Lawrence Berkeley National Laboratory Building 33, General Purpose Lab

Berkeley, California | civic & academic, interiors & workplace, science & health

A building where multi-disciplinary science imagines the future.

In today’s research environments, collaboration happens everywhere; the new General Purpose Laboratory on Lawrence Berkeley National Laboratory’s campus was designed with this paradigm in mind. Created to facilitate interaction between diverse research groups, the laboratory houses easily customizable labs and research space for approximately 130 researchers. Offices and laboratories are located adjacent to one another on each of the three floors, encouraging a natural workflow and spontaneous interaction. Open workstations allow for the penetration of natural daylight in column-free office areas. This feature, along with solar water heating, high R-value insulation, a cool roof, energy efficient lighting, and an interior light shelf combined with exterior fins, led to a LEED Gold certification for the building.
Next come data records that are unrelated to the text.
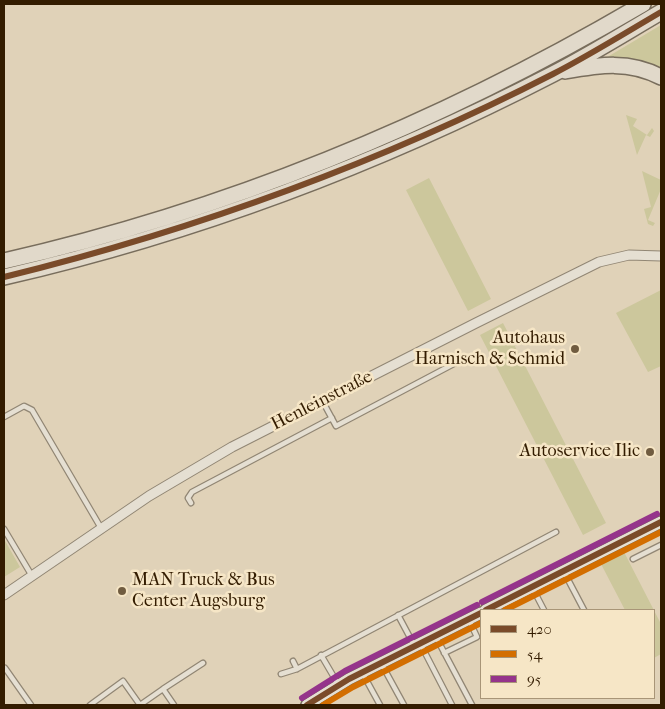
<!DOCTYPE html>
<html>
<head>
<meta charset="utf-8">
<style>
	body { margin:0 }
	#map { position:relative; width:665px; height:709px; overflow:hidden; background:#e0d2b8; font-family:"IM FELL French Canon",serif }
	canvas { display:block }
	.frame { position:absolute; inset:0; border:5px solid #331c00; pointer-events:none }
	.legend { position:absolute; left:480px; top:609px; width:175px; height:90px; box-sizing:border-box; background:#f6e6c6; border:1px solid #a89577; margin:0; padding:6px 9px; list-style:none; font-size:15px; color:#331c00 }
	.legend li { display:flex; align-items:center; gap:10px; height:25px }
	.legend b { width:25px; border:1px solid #a89577 }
</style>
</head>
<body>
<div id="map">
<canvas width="665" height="709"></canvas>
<div class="frame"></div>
<ul class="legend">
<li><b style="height:6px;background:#7a4b2a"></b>420</li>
<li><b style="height:6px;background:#d36e00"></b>54</li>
<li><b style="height:6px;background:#95348b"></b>95</li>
</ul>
</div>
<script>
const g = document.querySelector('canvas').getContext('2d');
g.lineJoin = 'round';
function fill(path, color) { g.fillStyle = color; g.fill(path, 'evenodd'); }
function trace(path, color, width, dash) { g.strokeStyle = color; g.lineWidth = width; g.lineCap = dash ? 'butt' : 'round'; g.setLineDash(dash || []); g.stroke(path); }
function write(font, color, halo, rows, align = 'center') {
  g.font = font + ' "IM FELL French Canon",serif'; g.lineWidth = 5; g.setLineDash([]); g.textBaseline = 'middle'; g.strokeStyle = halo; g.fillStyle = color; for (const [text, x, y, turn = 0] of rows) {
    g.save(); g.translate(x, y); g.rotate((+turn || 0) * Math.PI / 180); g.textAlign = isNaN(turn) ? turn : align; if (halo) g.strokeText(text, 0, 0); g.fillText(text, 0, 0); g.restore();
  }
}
const green = new Path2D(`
	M661,25V72L604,59Z
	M626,115L637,119L633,126L647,135L652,128L654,131L650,137L646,135L637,155Z
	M642,171L661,180V189L648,220L655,223L653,226L648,224L644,209L651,207Z
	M429,178L491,299L468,311L406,190Z
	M661,290V366L648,372L616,313Z
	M503,323L606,523L583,535L480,335Z
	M4,539L20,567L4,577Z
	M624,552L661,624V654L654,658V610H625L601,564Z`);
const lane = new Path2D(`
	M323,402L336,426L465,358
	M4,417L24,406L32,410L101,528
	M191,503L188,498L192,492L332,418
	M4,529L32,576
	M633,559L661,545
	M564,572L584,610
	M532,587L544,610
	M398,615L414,645
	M436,637L472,705
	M421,645L452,705
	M444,653L477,637L469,620
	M321,655L338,684
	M293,661L297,669
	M381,663L404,705
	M4,669L5,668L31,705
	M281,674L297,669L556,532
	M363,674L380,705
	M90,705L123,681L140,705
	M140,705L163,689
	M174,705L163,689L203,663`);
const street = new Path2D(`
	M4,595L149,496L232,447L476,323L599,262L629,255L661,256`);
const secondary = new Path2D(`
	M486,610L661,522
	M307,705L349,679L481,613`);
const highway = new Path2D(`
	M565,71C600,65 629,60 661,77
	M4,261C229,210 444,121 643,4
	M4,277C195,233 379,164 553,74C590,55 625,33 661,12`);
const bus1 = new Path2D(`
	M4,277C195,230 378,164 553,74C590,55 625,33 661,12
	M486,610L661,522
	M307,705L349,679L481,613`);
const bus2 = new Path2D(`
	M505,610L661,532
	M323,705L353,687L481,623`);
const bus3 = new Path2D(`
	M482,602L657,514
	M302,698L345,671L477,605`);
const markers = [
	[575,349,5,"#705c40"],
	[650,452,5,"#705c40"],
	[122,591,5,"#705c40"]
];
const poiNames = [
	["Autohaus",565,339],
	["Harnisch & Schmid",565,360],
	["Autoservice Ilic",640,452],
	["MAN Truck & Bus",132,581,"left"],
	["Center Augsburg",132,602,"left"]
];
const streetNames = [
	["Henleinstraße",322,401,-27]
];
fill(green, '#ccc79c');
trace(lane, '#918674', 7);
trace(street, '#918674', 11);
trace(secondary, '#786d5c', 14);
trace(highway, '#786d5c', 18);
trace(lane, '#e5dfd2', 4.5);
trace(street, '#e5dfd2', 9);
trace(secondary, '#e5dfd2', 11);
trace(highway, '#e1d9ca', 15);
trace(bus1, '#7a4b2a', 6);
trace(bus2, '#d36e00', 6);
trace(bus3, '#95348b', 6);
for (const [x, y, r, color] of markers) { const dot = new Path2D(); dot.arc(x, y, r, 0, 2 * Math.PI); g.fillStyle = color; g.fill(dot); trace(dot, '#f6e6c6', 2); }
write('18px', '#331c00', '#f6e6c6', poiNames, 'right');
write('18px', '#331c00', '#f6e6c6', streetNames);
</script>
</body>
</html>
The Lawrence Berkeley National Laboratory General Purpose Lab currently houses groups from the Joint Center for Energy Storage Research, the Joint Center for Artificial Photosynthesis, the Life Sciences Division, and the Physical Biosciences Division. At the ribboncutting ceremony for the new building, U.S. Secretary of Energy Ernest Moniz remarked that the project represents “walking the talk in terms of [LBNL’s] own infrastructure renewal, having the highest standards and setting the standards for things like energy efficiency. It’s a great opportunity which brings together all of these themes.”

Quick Facts

The GPL building uses 40% less energy than similarly sized buildings.

The building was sited to protect an existing grove of Giant Sequoia trees.